Les enjeux de la vente : bien au-delà du prix d'acquisition
Au-delà du montant financier de la transaction, qui devrait se chiffrer en centaines de millions d'euros, les enjeux pour l'Olympique Lyonnais sont multiples et cruciaux. Le futur propriétaire devra non seulement stabiliser les finances, mais aussi relancer la dynamique sportive de l'équipe masculine, qui aspire à retrouver la Ligue des Champions. Le maintien de l'excellence de l'OL Féminin, un véritable fleuron, sera également une priorité. L'acquéreur devra enfin maximiser le potentiel de l'OL Vallée, le complexe autour du Groupama Stadium, incluant des infrastructures sportives et de loisirs.
Les fans, après une période de turbulences, attendent un projet clair et ambitieux, qui respecte l'identité lyonnaise et offre des garanties de compétitivité durable. La personnalité et la stratégie de l'acheteur seront scrutées avec attention, car elles détermineront la capacité de l'OL à se projeter à nouveau parmi les locomotives du football européen.
Conséquences et perspectives pour l'OL et la Ligue 1
Chaque scénario d'acquisition aurait des répercussions distinctes. L'arrivée d'un acteur comme Exor pourrait offrir une grande stabilité financière et une gestion rodée, mais potentiellement plus conservative. Un fonds saoudien apporterait des ressources considérables pour des transferts onéreux et une visibilité internationale accrue, mais pourrait aussi susciter des questions éthiques et culturelles. Enfin, la vision de Michèle Kang promettrait une approche innovante et axée sur la performance globale, du centre de formation aux équipes professionnelles, avec un accent particulier sur le développement du football féminin.
Pour la Ligue 1, un OL fort et ambitieux est une excellente nouvelle.

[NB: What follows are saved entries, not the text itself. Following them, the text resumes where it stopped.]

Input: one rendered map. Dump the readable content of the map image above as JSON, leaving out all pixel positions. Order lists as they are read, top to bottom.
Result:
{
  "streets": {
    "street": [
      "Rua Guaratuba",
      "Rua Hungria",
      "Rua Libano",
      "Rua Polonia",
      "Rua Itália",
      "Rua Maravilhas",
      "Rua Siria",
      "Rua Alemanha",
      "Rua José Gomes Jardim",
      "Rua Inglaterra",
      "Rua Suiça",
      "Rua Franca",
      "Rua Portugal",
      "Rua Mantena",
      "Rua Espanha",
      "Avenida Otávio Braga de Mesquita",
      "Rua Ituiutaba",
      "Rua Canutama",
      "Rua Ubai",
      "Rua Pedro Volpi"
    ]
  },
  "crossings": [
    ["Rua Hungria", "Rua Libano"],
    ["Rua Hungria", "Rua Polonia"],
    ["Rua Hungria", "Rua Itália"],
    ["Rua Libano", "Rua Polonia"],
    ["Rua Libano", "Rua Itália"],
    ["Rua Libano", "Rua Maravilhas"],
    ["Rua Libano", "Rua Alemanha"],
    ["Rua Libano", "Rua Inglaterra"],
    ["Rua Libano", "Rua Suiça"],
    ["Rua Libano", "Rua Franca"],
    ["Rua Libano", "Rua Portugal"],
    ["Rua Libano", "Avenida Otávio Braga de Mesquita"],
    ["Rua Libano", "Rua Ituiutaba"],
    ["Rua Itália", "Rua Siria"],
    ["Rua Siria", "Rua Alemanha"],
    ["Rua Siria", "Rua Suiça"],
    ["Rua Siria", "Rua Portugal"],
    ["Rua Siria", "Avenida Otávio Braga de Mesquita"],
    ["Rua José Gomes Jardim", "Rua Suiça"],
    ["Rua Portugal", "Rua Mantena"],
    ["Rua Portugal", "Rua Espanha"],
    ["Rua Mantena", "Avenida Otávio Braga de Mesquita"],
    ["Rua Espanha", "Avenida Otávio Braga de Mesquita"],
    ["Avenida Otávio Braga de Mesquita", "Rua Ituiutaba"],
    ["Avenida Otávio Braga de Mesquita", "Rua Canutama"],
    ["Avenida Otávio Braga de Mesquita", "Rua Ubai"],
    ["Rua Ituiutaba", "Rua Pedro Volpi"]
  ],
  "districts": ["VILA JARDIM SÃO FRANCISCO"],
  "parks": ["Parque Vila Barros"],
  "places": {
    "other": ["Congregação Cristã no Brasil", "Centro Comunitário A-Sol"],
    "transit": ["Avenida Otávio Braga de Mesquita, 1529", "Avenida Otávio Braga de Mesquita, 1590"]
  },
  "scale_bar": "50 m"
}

Un investisseur solide permettrait au championnat français de conserver l'un de ses clubs historiques à un haut niveau, renforçant ainsi son attractivité et sa compétitivité face aux autres grands championnats européens. La vente de l'OL est donc un événement majeur non seulement pour Lyon, mais pour l'ensemble du football français.
Une décision qui scellera l'avenir d'un monument du football français
La course à l'acquisition de l'Olympique Lyonnais est lancée, opposant des visions et des moyens financiers colossaux. Entre la puissance industrielle des Agnelli, les ambitions géopolitiques des fonds saoudiens et la vision innovante de Michèle Kang, le futur de l'OL est en jeu. La décision finale de John Textor scellera le destin d'un club emblématique, qui aspire à retrouver son lustre d'antan et à se positionner durablement parmi l'élite du football européen. Les prochaines semaines seront déterminantes pour écrire un nouveau chapitre de l'histoire lyonnaise.